— What the task asks —
Where an image occurs, skip it and print the rest of the records verbatim.
※ ※ ※
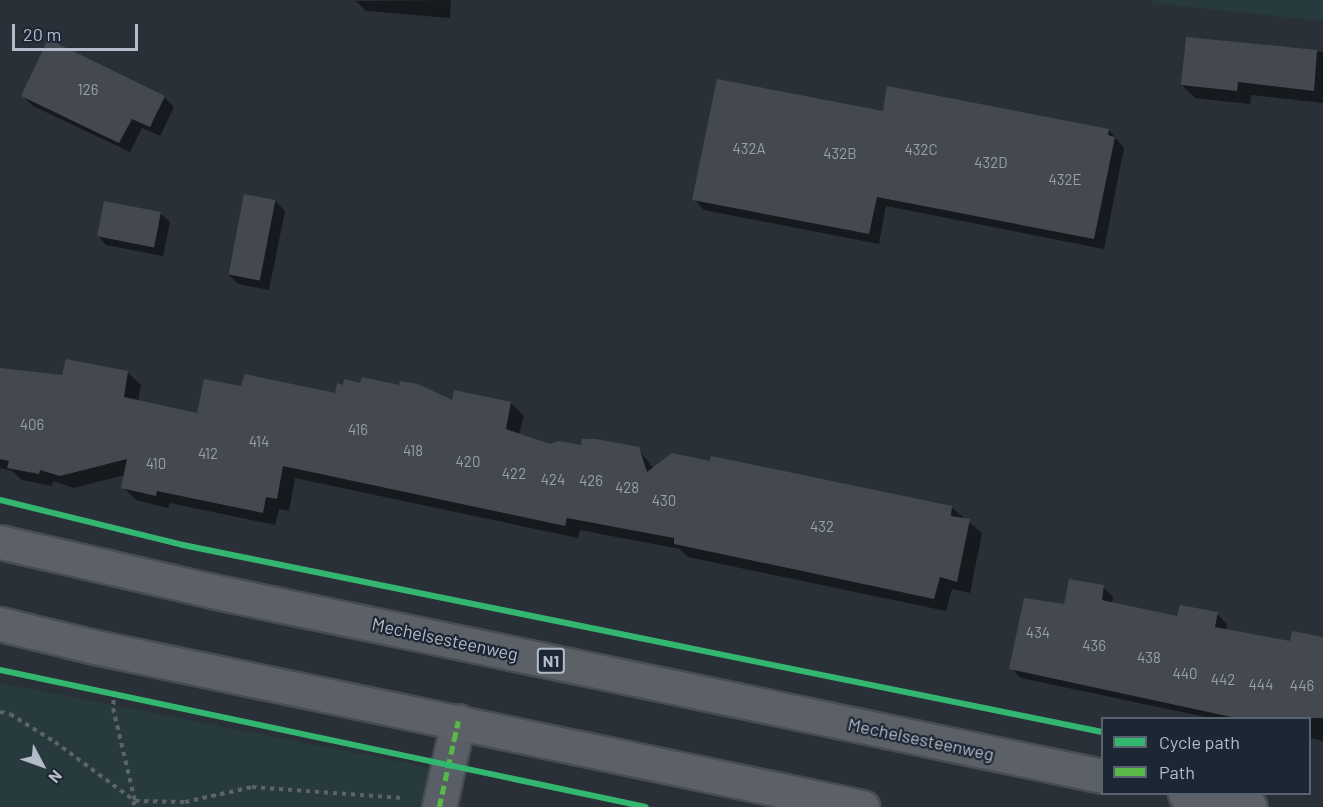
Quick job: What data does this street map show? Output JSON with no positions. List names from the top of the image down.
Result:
{
  "streets": {
    "main road": ["Mechelsesteenweg", "N1"]
  },
  "house_numbers": [
    "126",
    "432A",
    "432C",
    "432B",
    "432D",
    "432E",
    "406",
    "416",
    "414",
    "418",
    "412",
    "420",
    "410",
    "422",
    "424",
    "426",
    "428",
    "430",
    "432",
    "434",
    "436",
    "438",
    "440",
    "442",
    "444",
    "446"
  ],
  "legend": ["Cycle path", "Path"],
  "scale_bar": "20 m",
  "north": "bottom right"
}
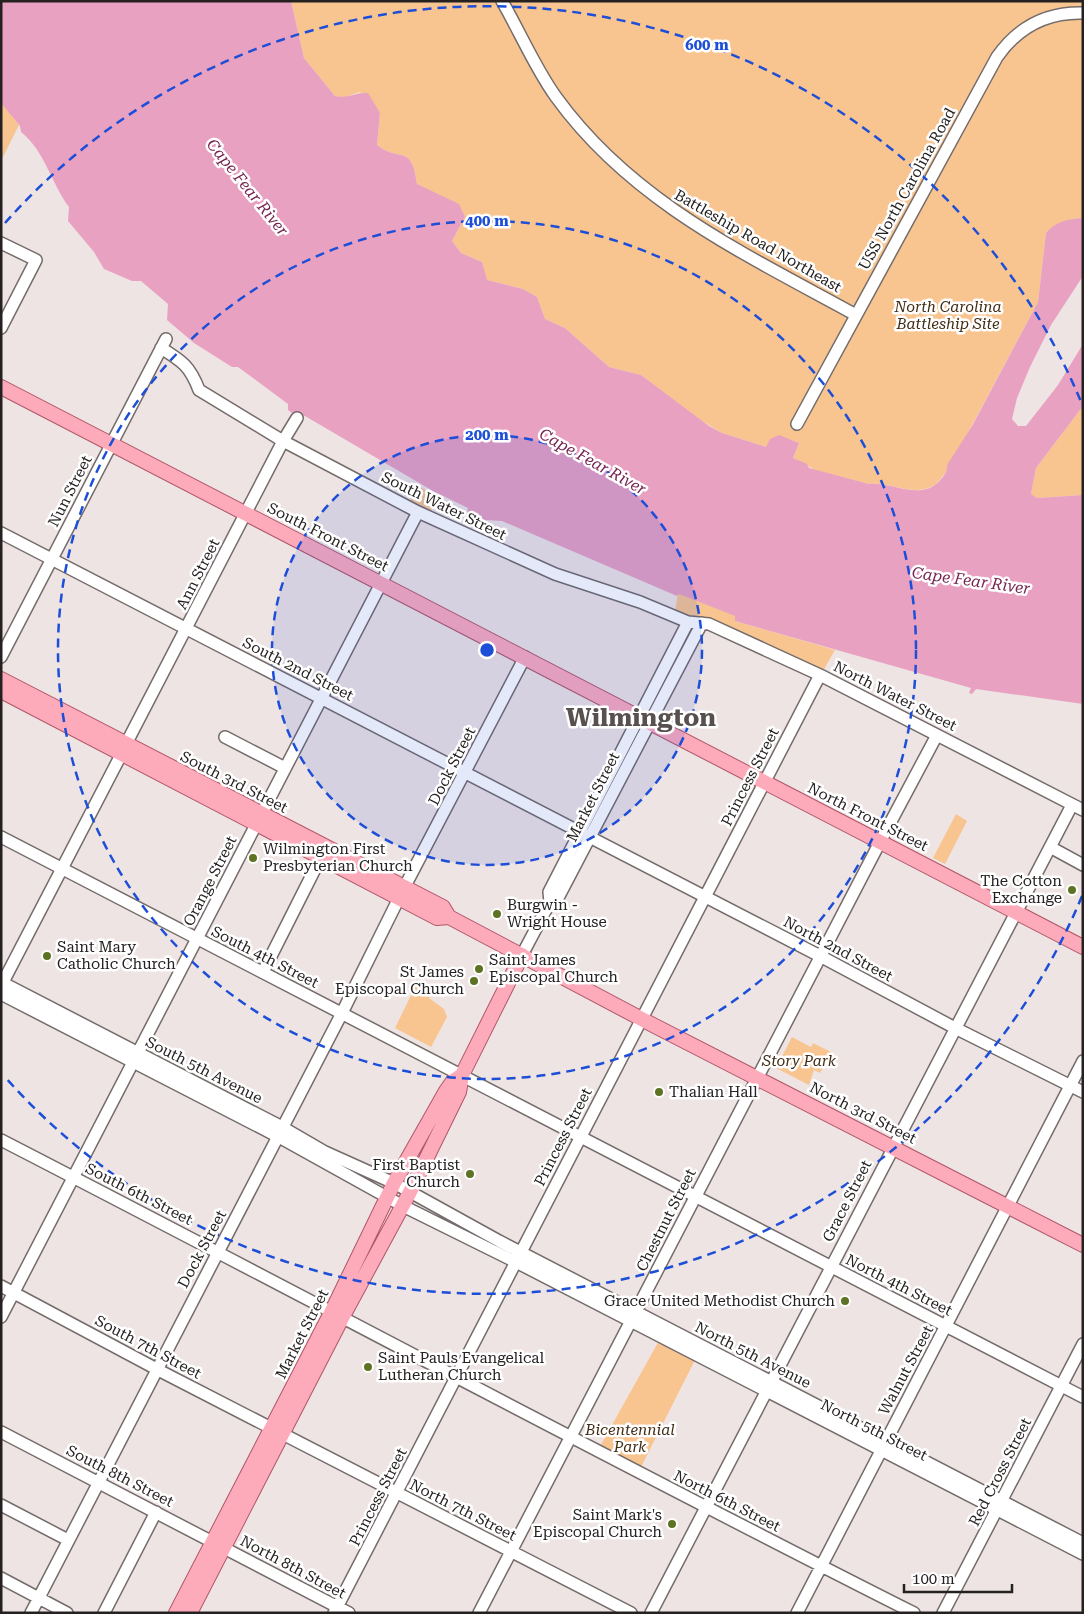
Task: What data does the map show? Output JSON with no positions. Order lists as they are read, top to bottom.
{
  "streets": {
    "main road": [
      "South Front Street",
      "South 3rd Street",
      "Market Street",
      "North Front Street",
      "North 3rd Street"
    ],
    "street": [
      "USS North Carolina Road",
      "Battleship Road Northeast",
      "Nun Street",
      "South Water Street",
      "Ann Street",
      "South 2nd Street",
      "North Water Street",
      "Dock Street",
      "Princess Street",
      "Orange Street",
      "North 2nd Street",
      "South 4th Street",
      "South 5th Avenue",
      "South 6th Street",
      "Grace Street",
      "Chestnut Street",
      "North 4th Street",
      "South 7th Street",
      "North 5th Avenue",
      "Walnut Street",
      "Red Cross Street",
      "South 8th Street",
      "North 6th Street",
      "North 7th Street",
      "North 8th Street"
    ]
  },
  "crossings": [
    ["USS North Carolina Road", "Battleship Road Northeast"],
    ["Nun Street", "South Water Street"],
    ["Nun Street", "South Front Street"],
    ["Nun Street", "South 2nd Street"],
    ["South Water Street", "Ann Street"],
    ["South Water Street", "North Water Street"],
    ["South Water Street", "Market Street"],
    ["South Water Street", "Orange Street"],
    ["South Front Street", "Ann Street"],
    ["South Front Street", "Dock Street"],
    ["South Front Street", "Market Street"],
    ["South Front Street", "North Front Street"],
    ["South Front Street", "Orange Street"],
    ["Ann Street", "South 2nd Street"],
    ["Ann Street", "South 3rd Street"],
    ["Ann Street", "South 4th Street"],
    ["Ann Street", "South 5th Avenue"],
    ["South 2nd Street", "Dock Street"],
    ["South 2nd Street", "Market Street"],
    ["South 2nd Street", "Orange Street"],
    ["South 2nd Street", "North 2nd Street"],
    ["North Water Street", "Princess Street"],
    ["North Water Street", "Market Street"],
    ["North Water Street", "Grace Street"],
    ["North Water Street", "Chestnut Street"],
    ["Dock Street", "South 3rd Street"],
    ["Dock Street", "South 4th Street"],
    ["Dock Street", "South 5th Avenue"],
    ["Dock Street", "South 6th Street"],
    ["Dock Street", "South 7th Street"],
    ["Dock Street", "South 8th Street"],
    ["Princess Street", "North Front Street"],
    ["Princess Street", "North 2nd Street"],
    ["Princess Street", "North 3rd Street"],
    ["Princess Street", "North 4th Street"],
    ["Princess Street", "North 6th Street"],
    ["Princess Street", "North 7th Street"],
    ["Princess Street", "North 8th Street"],
    ["South 3rd Street", "Market Street"],
    ["South 3rd Street", "Orange Street"],
    ["South 3rd Street", "North 3rd Street"],
    ["Market Street", "North Front Street"],
    ["Market Street", "North 2nd Street"],
    ["Market Street", "South 4th Street"],
    ["Market Street", "South 5th Avenue"],
    ["Market Street", "North 3rd Street"],
    ["Market Street", "South 6th Street"],
    ["Market Street", "North 4th Street"],
    ["Market Street", "South 7th Street"],
    ["Market Street", "South 8th Street"],
    ["Market Street", "North 6th Street"],
    ["Market Street", "North 7th Street"],
    ["Market Street", "North 8th Street"],
    ["North Front Street", "Grace Street"],
    ["North Front Street", "Chestnut Street"],
    ["Orange Street", "South 4th Street"],
    ["Orange Street", "South 5th Avenue"],
    ["Orange Street", "South 6th Street"],
    ["Orange Street", "South 7th Street"],
    ["North 2nd Street", "Grace Street"],
    ["North 2nd Street", "Chestnut Street"],
    ["North 2nd Street", "Walnut Street"],
    ["South 4th Street", "North 4th Street"],
    ["North 3rd Street", "Grace Street"],
    ["North 3rd Street", "Chestnut Street"],
    ["North 3rd Street", "Walnut Street"],
    ["South 6th Street", "North 6th Street"],
    ["Grace Street", "North 4th Street"],
    ["Grace Street", "North 5th Avenue"],
    ["Grace Street", "North 6th Street"],
    ["Chestnut Street", "North 4th Street"],
    ["Chestnut Street", "North 6th Street"],
    ["Chestnut Street", "North 7th Street"],
    ["North 4th Street", "Walnut Street"],
    ["North 4th Street", "Red Cross Street"],
    ["South 7th Street", "North 7th Street"],
    ["North 5th Avenue", "Walnut Street"],
    ["North 5th Avenue", "Red Cross Street"],
    ["Walnut Street", "North 6th Street"],
    ["South 8th Street", "North 8th Street"]
  ],
  "districts": ["Wilmington"],
  "water": ["Cape Fear River"],
  "parks": ["North Carolina Battleship Site", "Story Park", "Bicentennial Park"],
  "places": [
    "Wilmington First Presbyterian Church",
    "The Cotton Exchange",
    "Burgwin - Wright House",
    "Saint Mary Catholic Church",
    "Saint James Episcopal Church",
    "St James Episcopal Church",
    "Thalian Hall",
    "First Baptist Church",
    "Grace United Methodist Church",
    "Saint Pauls Evangelical Lutheran Church",
    "Saint Mark's Episcopal Church"
  ],
  "scale_bar": "100 m",
  "rings": ["600 m", "400 m", "200 m"]
}
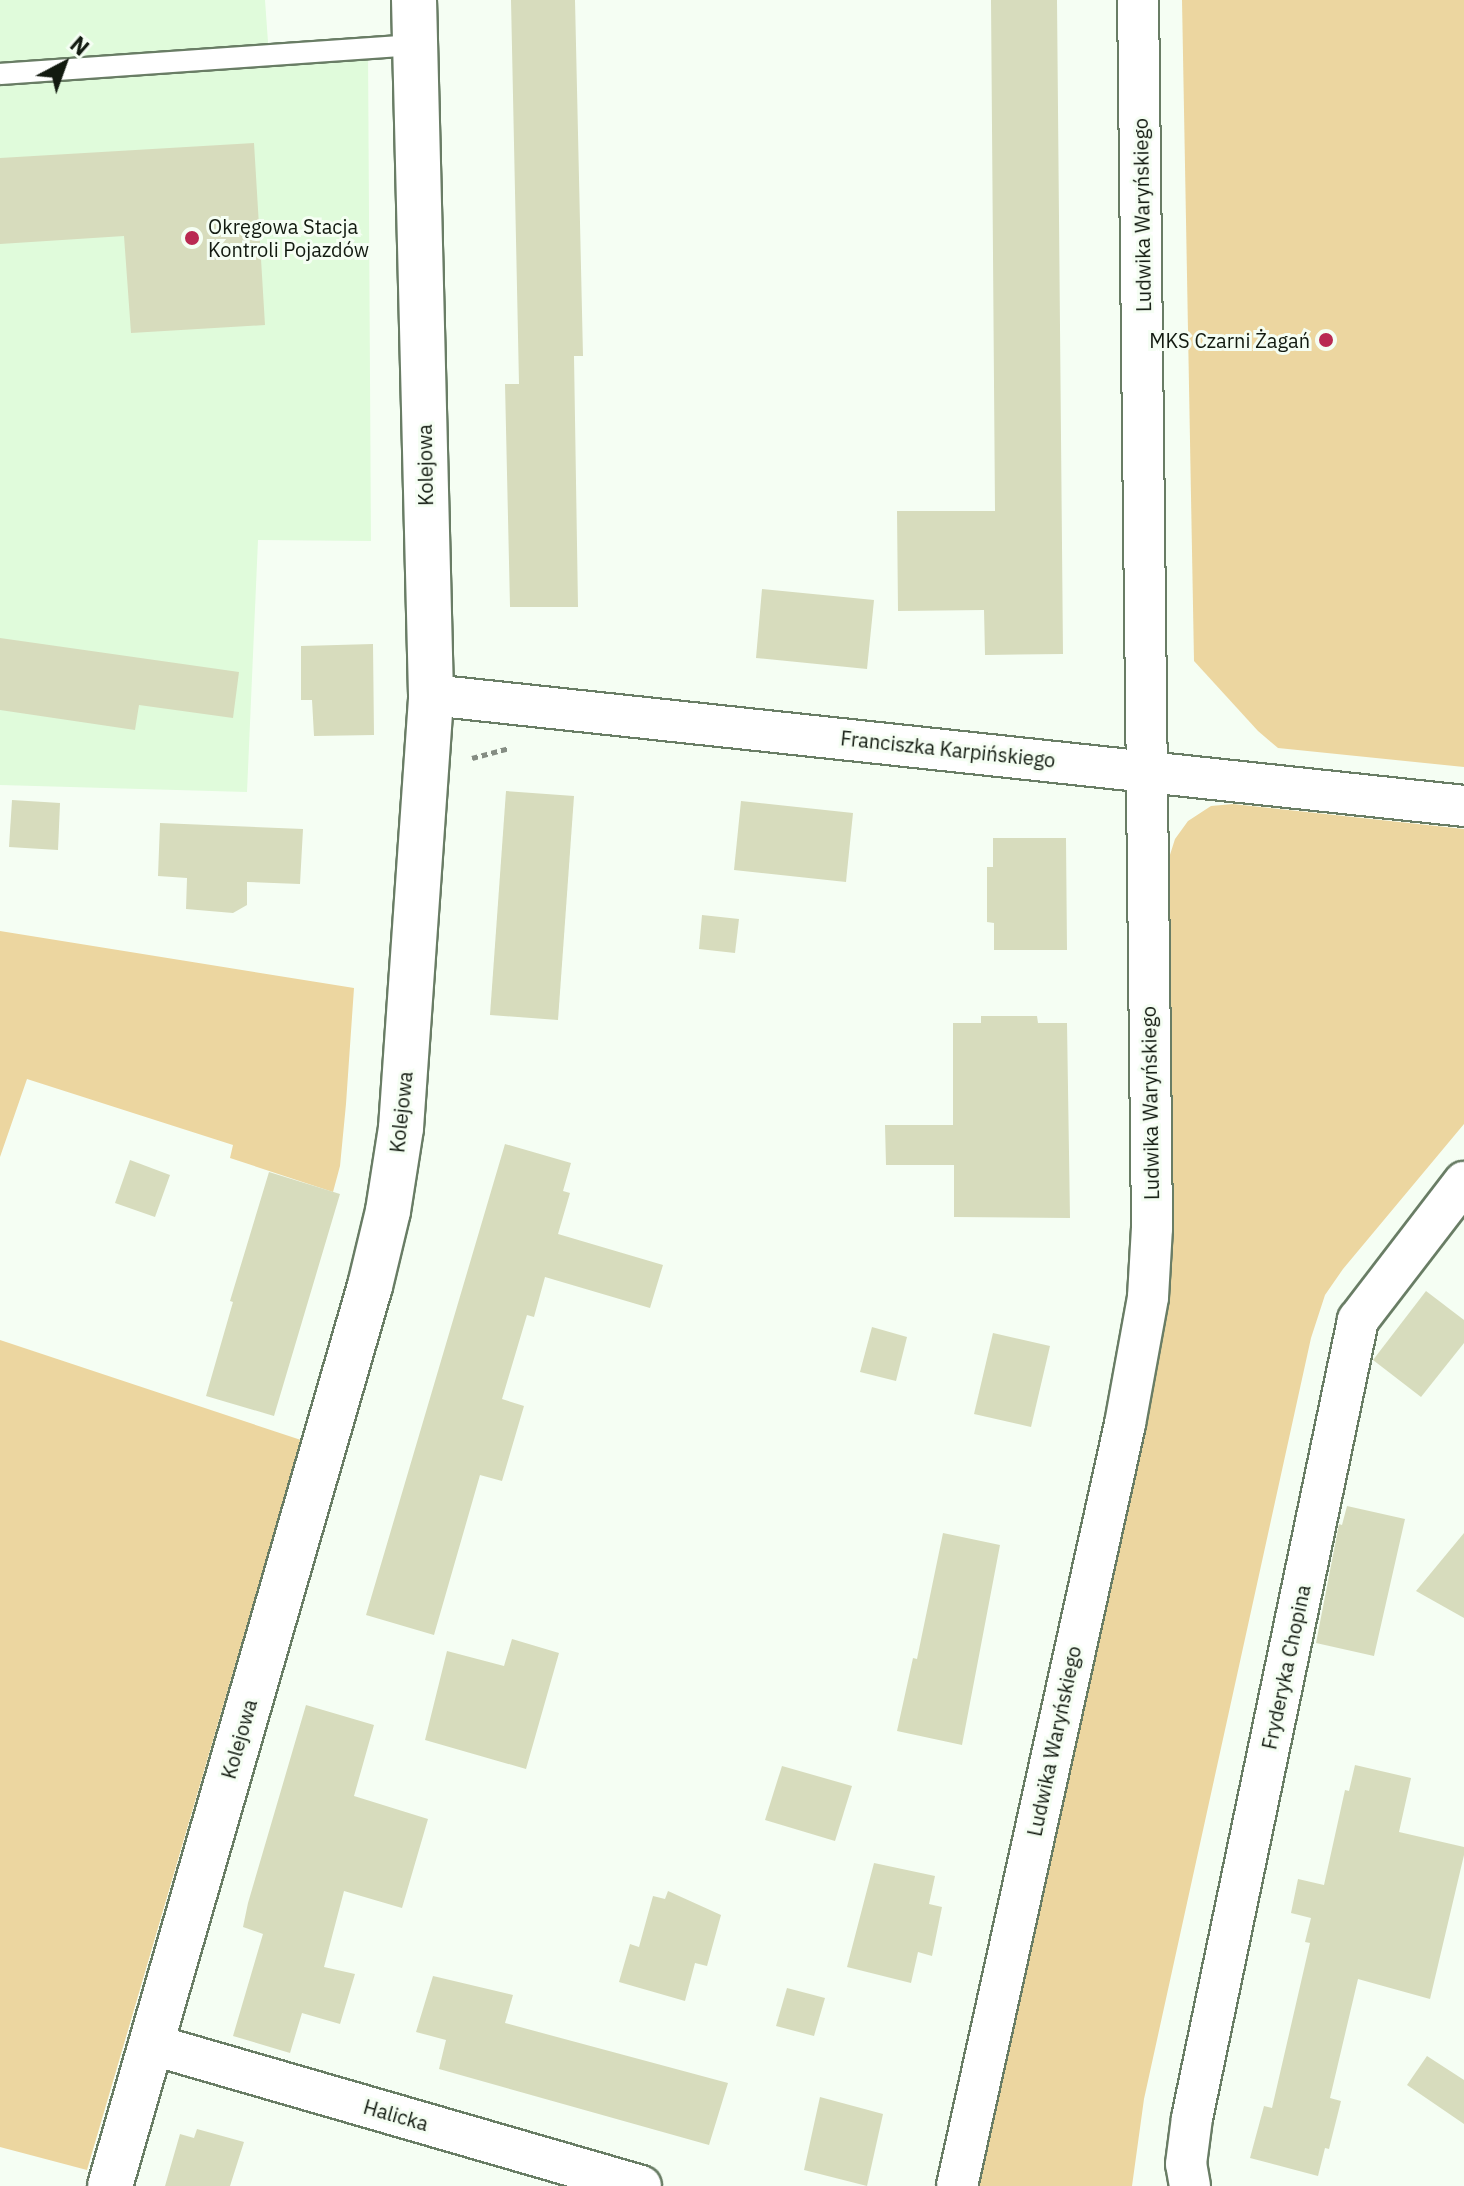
※ ※ ※
— Reply to the exercise —
Quick job: What data does this street map show? Output JSON with no positions. List names from the top of the image down.
Result:
{
  "streets": {
    "main road": ["Mechelsesteenweg", "N1"]
  },
  "house_numbers": [
    "126",
    "432A",
    "432C",
    "432B",
    "432D",
    "432E",
    "406",
    "416",
    "414",
    "418",
    "412",
    "420",
    "410",
    "422",
    "424",
    "426",
    "428",
    "430",
    "432",
    "434",
    "436",
    "438",
    "440",
    "442",
    "444",
    "446"
  ],
  "legend": ["Cycle path", "Path"],
  "scale_bar": "20 m",
  "north": "bottom right"
}
Task: What data does the map show? Output JSON with no positions. Order lists as they are read, top to bottom.
{
  "streets": {
    "main road": [
      "South Front Street",
      "South 3rd Street",
      "Market Street",
      "North Front Street",
      "North 3rd Street"
    ],
    "street": [
      "USS North Carolina Road",
      "Battleship Road Northeast",
      "Nun Street",
      "South Water Street",
      "Ann Street",
      "South 2nd Street",
      "North Water Street",
      "Dock Street",
      "Princess Street",
      "Orange Street",
      "North 2nd Street",
      "South 4th Street",
      "South 5th Avenue",
      "South 6th Street",
      "Grace Street",
      "Chestnut Street",
      "North 4th Street",
      "South 7th Street",
      "North 5th Avenue",
      "Walnut Street",
      "Red Cross Street",
      "South 8th Street",
      "North 6th Street",
      "North 7th Street",
      "North 8th Street"
    ]
  },
  "crossings": [
    ["USS North Carolina Road", "Battleship Road Northeast"],
    ["Nun Street", "South Water Street"],
    ["Nun Street", "South Front Street"],
    ["Nun Street", "South 2nd Street"],
    ["South Water Street", "Ann Street"],
    ["South Water Street", "North Water Street"],
    ["South Water Street", "Market Street"],
    ["South Water Street", "Orange Street"],
    ["South Front Street", "Ann Street"],
    ["South Front Street", "Dock Street"],
    ["South Front Street", "Market Street"],
    ["South Front Street", "North Front Street"],
    ["South Front Street", "Orange Street"],
    ["Ann Street", "South 2nd Street"],
    ["Ann Street", "South 3rd Street"],
    ["Ann Street", "South 4th Street"],
    ["Ann Street", "South 5th Avenue"],
    ["South 2nd Street", "Dock Street"],
    ["South 2nd Street", "Market Street"],
    ["South 2nd Street", "Orange Street"],
    ["South 2nd Street", "North 2nd Street"],
    ["North Water Street", "Princess Street"],
    ["North Water Street", "Market Street"],
    ["North Water Street", "Grace Street"],
    ["North Water Street", "Chestnut Street"],
    ["Dock Street", "South 3rd Street"],
    ["Dock Street", "South 4th Street"],
    ["Dock Street", "South 5th Avenue"],
    ["Dock Street", "South 6th Street"],
    ["Dock Street", "South 7th Street"],
    ["Dock Street", "South 8th Street"],
    ["Princess Street", "North Front Street"],
    ["Princess Street", "North 2nd Street"],
    ["Princess Street", "North 3rd Street"],
    ["Princess Street", "North 4th Street"],
    ["Princess Street", "North 6th Street"],
    ["Princess Street", "North 7th Street"],
    ["Princess Street", "North 8th Street"],
    ["South 3rd Street", "Market Street"],
    ["South 3rd Street", "Orange Street"],
    ["South 3rd Street", "North 3rd Street"],
    ["Market Street", "North Front Street"],
    ["Market Street", "North 2nd Street"],
    ["Market Street", "South 4th Street"],
    ["Market Street", "South 5th Avenue"],
    ["Market Street", "North 3rd Street"],
    ["Market Street", "South 6th Street"],
    ["Market Street", "North 4th Street"],
    ["Market Street", "South 7th Street"],
    ["Market Street", "South 8th Street"],
    ["Market Street", "North 6th Street"],
    ["Market Street", "North 7th Street"],
    ["Market Street", "North 8th Street"],
    ["North Front Street", "Grace Street"],
    ["North Front Street", "Chestnut Street"],
    ["Orange Street", "South 4th Street"],
    ["Orange Street", "South 5th Avenue"],
    ["Orange Street", "South 6th Street"],
    ["Orange Street", "South 7th Street"],
    ["North 2nd Street", "Grace Street"],
    ["North 2nd Street", "Chestnut Street"],
    ["North 2nd Street", "Walnut Street"],
    ["South 4th Street", "North 4th Street"],
    ["North 3rd Street", "Grace Street"],
    ["North 3rd Street", "Chestnut Street"],
    ["North 3rd Street", "Walnut Street"],
    ["South 6th Street", "North 6th Street"],
    ["Grace Street", "North 4th Street"],
    ["Grace Street", "North 5th Avenue"],
    ["Grace Street", "North 6th Street"],
    ["Chestnut Street", "North 4th Street"],
    ["Chestnut Street", "North 6th Street"],
    ["Chestnut Street", "North 7th Street"],
    ["North 4th Street", "Walnut Street"],
    ["North 4th Street", "Red Cross Street"],
    ["South 7th Street", "North 7th Street"],
    ["North 5th Avenue", "Walnut Street"],
    ["North 5th Avenue", "Red Cross Street"],
    ["Walnut Street", "North 6th Street"],
    ["South 8th Street", "North 8th Street"]
  ],
  "districts": ["Wilmington"],
  "water": ["Cape Fear River"],
  "parks": ["North Carolina Battleship Site", "Story Park", "Bicentennial Park"],
  "places": [
    "Wilmington First Presbyterian Church",
    "The Cotton Exchange",
    "Burgwin - Wright House",
    "Saint Mary Catholic Church",
    "Saint James Episcopal Church",
    "St James Episcopal Church",
    "Thalian Hall",
    "First Baptist Church",
    "Grace United Methodist Church",
    "Saint Pauls Evangelical Lutheran Church",
    "Saint Mark's Episcopal Church"
  ],
  "scale_bar": "100 m",
  "rings": ["600 m", "400 m", "200 m"]
}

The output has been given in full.